La crépidule fait l’objet d’une page amusante sur le thème du gangbang, puisque l’individu qui se transforme en « femelle » attire sur lui les autres individus qui se font « mâles », et copulent jusqu’à mort de la première femelle, remplacée alors par le premier mâle de la mêlée ! S’ensuivent des pages assez pointues sur l’évolution permise par la reproduction sexuée, les méthodes non sexuées (clonage), etc.
L’attention du lecteur est alors attirée sur quelques exemples très « dirty » de « ratages » de l’instinct sexuel, comme lorsque, trompés par leurs phéromones, les lézards sont attirés par « un cadavre chaud et odorant » : c’est la « nécrophilie » (p. 118). Tous les mots de la sexualité adulte y passent, et cela effraiera bien sûr les censeurs, qui préfèreront sans doute que l’éducation sexuelle se face en douce sur l’Internet porno plutôt que dans des BD au ton certes aguicheur, mais instructives. Nous vous laissons découvrir comment le mot glory hole se trouve appliqué à la symbiose entre la guêpe et le figuier (p. 127)…

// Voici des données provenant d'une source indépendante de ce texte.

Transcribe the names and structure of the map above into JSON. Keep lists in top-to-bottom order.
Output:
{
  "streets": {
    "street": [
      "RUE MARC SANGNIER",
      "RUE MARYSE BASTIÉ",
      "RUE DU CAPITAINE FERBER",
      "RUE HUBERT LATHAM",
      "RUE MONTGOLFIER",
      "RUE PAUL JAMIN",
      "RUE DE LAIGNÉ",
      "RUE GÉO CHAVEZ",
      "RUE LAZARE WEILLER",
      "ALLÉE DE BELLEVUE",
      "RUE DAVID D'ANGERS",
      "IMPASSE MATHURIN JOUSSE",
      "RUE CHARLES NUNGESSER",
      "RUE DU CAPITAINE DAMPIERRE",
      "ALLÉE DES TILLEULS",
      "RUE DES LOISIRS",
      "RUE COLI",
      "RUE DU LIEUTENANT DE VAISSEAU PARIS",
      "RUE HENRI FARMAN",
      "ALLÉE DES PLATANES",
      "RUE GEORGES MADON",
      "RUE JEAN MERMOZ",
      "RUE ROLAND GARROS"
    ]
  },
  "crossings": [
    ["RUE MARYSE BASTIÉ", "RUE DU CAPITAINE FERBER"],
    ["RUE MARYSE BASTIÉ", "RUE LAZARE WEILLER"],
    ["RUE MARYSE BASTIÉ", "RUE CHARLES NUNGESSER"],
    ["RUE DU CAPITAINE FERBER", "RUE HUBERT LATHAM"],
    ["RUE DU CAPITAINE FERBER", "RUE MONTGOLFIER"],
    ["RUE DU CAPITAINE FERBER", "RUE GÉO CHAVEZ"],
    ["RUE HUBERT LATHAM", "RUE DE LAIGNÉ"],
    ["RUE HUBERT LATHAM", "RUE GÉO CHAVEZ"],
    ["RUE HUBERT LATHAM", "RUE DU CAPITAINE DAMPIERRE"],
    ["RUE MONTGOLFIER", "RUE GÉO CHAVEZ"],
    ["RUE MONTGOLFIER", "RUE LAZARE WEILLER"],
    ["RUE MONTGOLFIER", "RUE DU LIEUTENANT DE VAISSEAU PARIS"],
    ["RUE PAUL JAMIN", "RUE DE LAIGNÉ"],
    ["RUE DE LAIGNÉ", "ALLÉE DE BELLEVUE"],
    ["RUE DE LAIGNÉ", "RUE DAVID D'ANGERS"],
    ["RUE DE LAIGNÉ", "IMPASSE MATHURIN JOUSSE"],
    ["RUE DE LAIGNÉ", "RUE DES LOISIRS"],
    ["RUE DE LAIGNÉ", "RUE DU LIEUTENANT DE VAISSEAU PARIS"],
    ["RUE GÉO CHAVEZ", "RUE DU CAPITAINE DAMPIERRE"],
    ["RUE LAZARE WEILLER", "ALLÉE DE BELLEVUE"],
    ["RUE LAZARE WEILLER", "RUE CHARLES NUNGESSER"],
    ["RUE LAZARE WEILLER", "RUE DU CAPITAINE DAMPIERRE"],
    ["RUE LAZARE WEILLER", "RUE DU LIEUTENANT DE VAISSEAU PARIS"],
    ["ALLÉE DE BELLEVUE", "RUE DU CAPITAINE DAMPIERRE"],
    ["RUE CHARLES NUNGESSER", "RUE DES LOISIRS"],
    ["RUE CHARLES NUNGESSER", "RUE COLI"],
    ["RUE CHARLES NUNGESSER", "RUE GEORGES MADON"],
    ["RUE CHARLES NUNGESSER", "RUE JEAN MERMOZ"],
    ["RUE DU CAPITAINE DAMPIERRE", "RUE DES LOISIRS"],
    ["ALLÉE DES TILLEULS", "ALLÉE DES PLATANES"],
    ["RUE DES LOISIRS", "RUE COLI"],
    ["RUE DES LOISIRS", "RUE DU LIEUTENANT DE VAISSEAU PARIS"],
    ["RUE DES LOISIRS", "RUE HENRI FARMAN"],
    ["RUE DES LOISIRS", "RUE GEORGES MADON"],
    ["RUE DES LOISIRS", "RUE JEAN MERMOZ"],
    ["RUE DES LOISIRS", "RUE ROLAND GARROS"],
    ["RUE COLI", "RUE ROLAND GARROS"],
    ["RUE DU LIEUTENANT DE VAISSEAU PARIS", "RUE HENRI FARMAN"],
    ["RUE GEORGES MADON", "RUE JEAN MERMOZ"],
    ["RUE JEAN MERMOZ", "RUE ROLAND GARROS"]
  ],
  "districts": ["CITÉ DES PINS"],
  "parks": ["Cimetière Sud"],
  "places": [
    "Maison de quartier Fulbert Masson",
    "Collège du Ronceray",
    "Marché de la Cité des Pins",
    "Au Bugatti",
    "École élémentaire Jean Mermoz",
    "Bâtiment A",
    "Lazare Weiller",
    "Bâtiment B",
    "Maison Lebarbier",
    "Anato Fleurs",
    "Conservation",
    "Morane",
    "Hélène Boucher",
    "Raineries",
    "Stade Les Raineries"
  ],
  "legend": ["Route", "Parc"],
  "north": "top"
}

On s’intéresse ensuite aux comportements sexuels, la polygynie majoritaire, la polyandrie chez les primates callitrichidae, qui ont aussi la particularité que le père s’occupe des nourrissons ; la monogamie, pratiquée par « seulement 3 % des mammifères » (p. 136) et 90 % des oiseaux, mais seulement pour une saison dans la plupart des cas, et pour toute la vie chez quelques espèces (manchot, cygne…). La polygynie chez les lions entraîne un comportement infanticide, rendu dans une langue savoureuse : « Du coup, pour avoir une chance de les bouillave… il tue leurs enfants » (p. 149). Encore un mot inconnu, l’apomixie, système de reproduction non sexuée de cyprès d’Afrique du Nord.
Un livre assez étonnant donc, plutôt pour des lycéens, vu à la fois le ton et le niveau scientifique.